At the opposite end of the yard, around a mile and a half east, Sunnyside Eats is a virtual food hall serving online-only “restaurants” with names like Land of the Food; FU Chicken Rice; Smart for Life; and Stirred, Not Shaken Cookies. The building that houses the hall is painted a heat-seeking gentrification black and sits next to an old factory built for light industry whose strip windows, entrance portals, and signage are adorned with subtle deco-ish accents; the “hall” itself is a vestibule in which various delivery drivers sit slumped against the walls as they wait to pick up new orders, murmurs of put-upon Hindi and Spanish puncturing the silence. The room feels less like the entrance to a kitchen than a doctor’s waiting room, a gastronomized CityMD; aesthetically, the space preparing your “Midtown burrito” (one of the top sellers at Sunnyside Eats’ main Central American attraction, Eggstravaganza Mexican Cuisine) is now indistinguishable from the one that diagnoses you with strep throat. The contrast with the quiet aesthetic confidence of the hall’s adjoining factory, now divided for use between Amtrak and a sheet metal fabricator, is striking. But this is one vision of the yard’s future, one premonition of the nightmare of tech food and gig work that awaits, whose offenses against human dignity and taste will inevitably be dressed up in the needy modern style as the “customizable” and “agile” face of progress. Redevelopment always carries its freight of nostalgia and memory, but in northwestern Queens spectrality is already central to the urban rearrangements to come. The ghosts are already in the kitchens; the phantoms stalking the future Sunnyside Yards walk among us today.
BEFORE THERE WAS even a thought of Sunnyside being home to multiple yards, there were the gardens. Spurning the temptations of Stirred, Not Shaken Cookies I stop for a beer at a former coach house on Skillman Avenue, at the point in the yard’s periphery where the personal injury billboards and warehouses for companies with vaguely menacing names like The Executive Transportation Group and Dependable Mechanical Corp. give way to a recivilizing streetscape of standalone houses, small public parks, bartering libraries, and prewar apartment blocks. It’s 4:00 p.m. on the Thursday before the Super Bowl, and the bar is empty save for some teachers who’ve just finished work and seem to communicate with each other exclusively in all caps. “LET’S GO CHIEFS!” screams one of them, over and over, to no audible disagreement or approval.

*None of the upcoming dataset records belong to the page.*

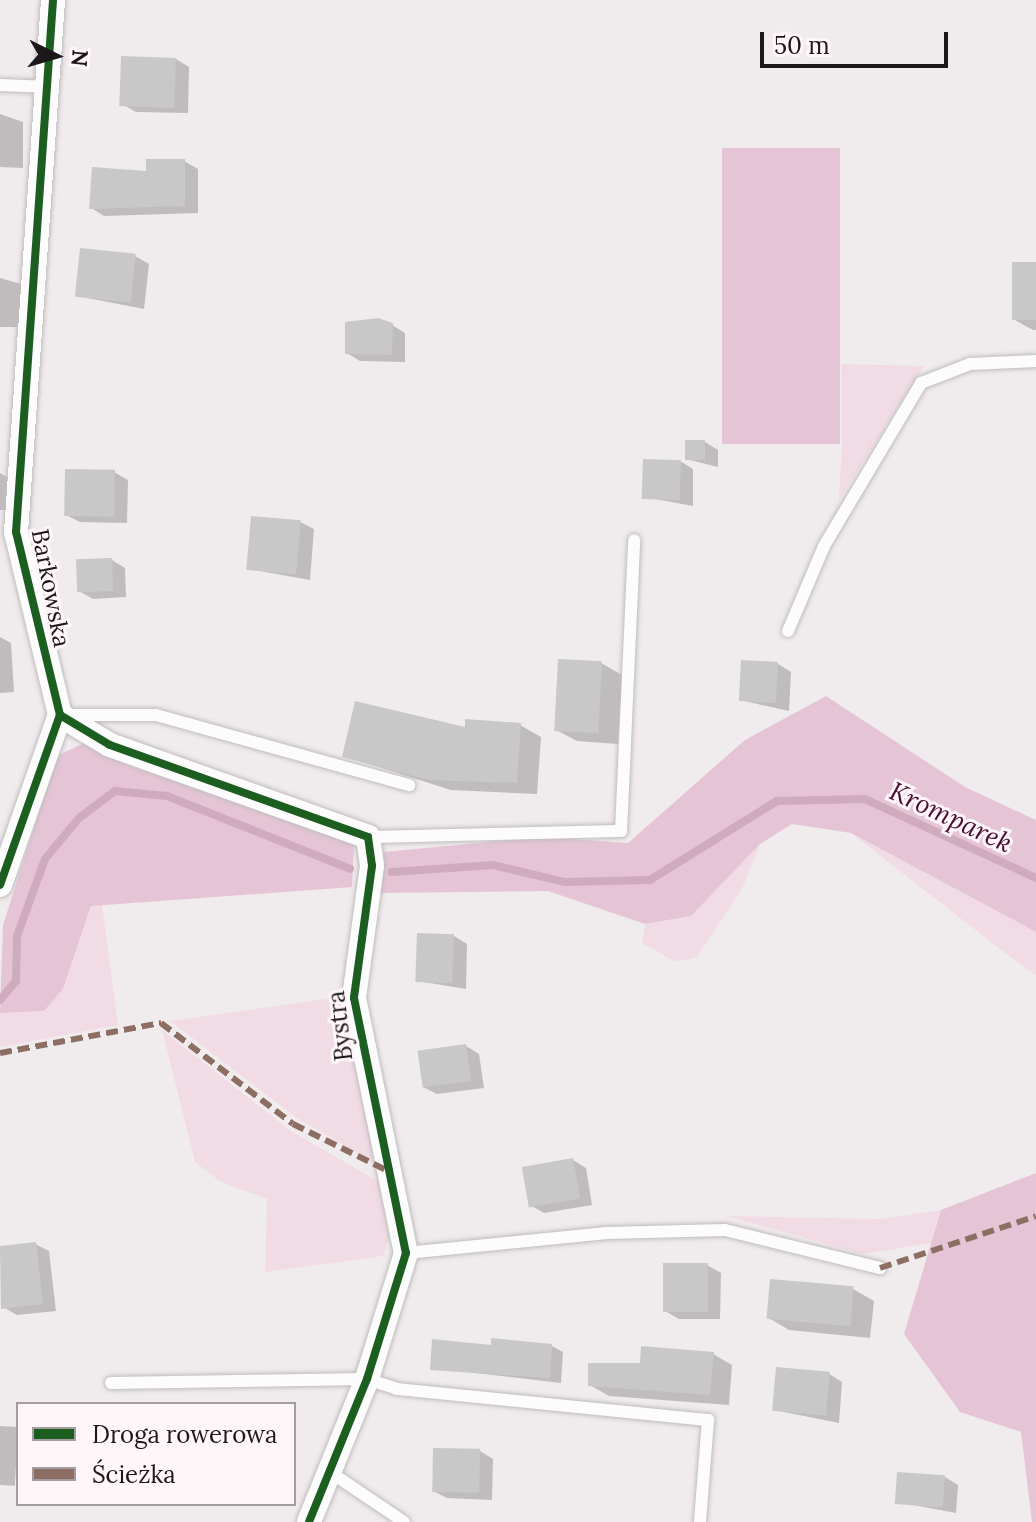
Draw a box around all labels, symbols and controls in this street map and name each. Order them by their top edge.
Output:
north arrow [16,16,96,96]
scale bar [764,16,952,66]
text: 50 m [774,30,830,61]
text: N [65,48,95,68]
street label: Barkowska [25,526,77,650]
water label: Kromparek [885,775,1017,859]
street label: Bystra [321,989,359,1063]
legend [16,1402,296,1506]
text: Droga rowerowa [92,1419,277,1450]
text: Ścieżka [92,1459,176,1490]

“At the present rate it will not be long before this country can properly be called Sardinia, for we shall be a nation of sardines,” wrote Eleanor Roosevelt in 1925, staking out a position against the citywide fashion for apartment dwelling and introducing the work of the City Housing Corporation, a company formed with the intent of giving all New Yorkers a chance to own their own home “with a lawn and a flower garden.” The fruit of that effort was Sunnyside Gardens, the planned community of English-style row houses, turreted apartment blocks, and tidy gardens that was built in the 1920s on the barren, weedy edge of Long Island City. Under a certain light this settlement might resemble a company town for Sunnyside Yard, but it bears no institutional relationship to the rail yard it abuts or the different organizations—Amtrak, the Long Island Rail Road, NJ Transit—that run carriages on the tracks. Whatever angle you approach it from, the encounter with Sunnyside Gardens is always a little jarring; the whole estate has the appearance of a Potemkin village built to impress an Anglophile intellectual class that long ago passed into history.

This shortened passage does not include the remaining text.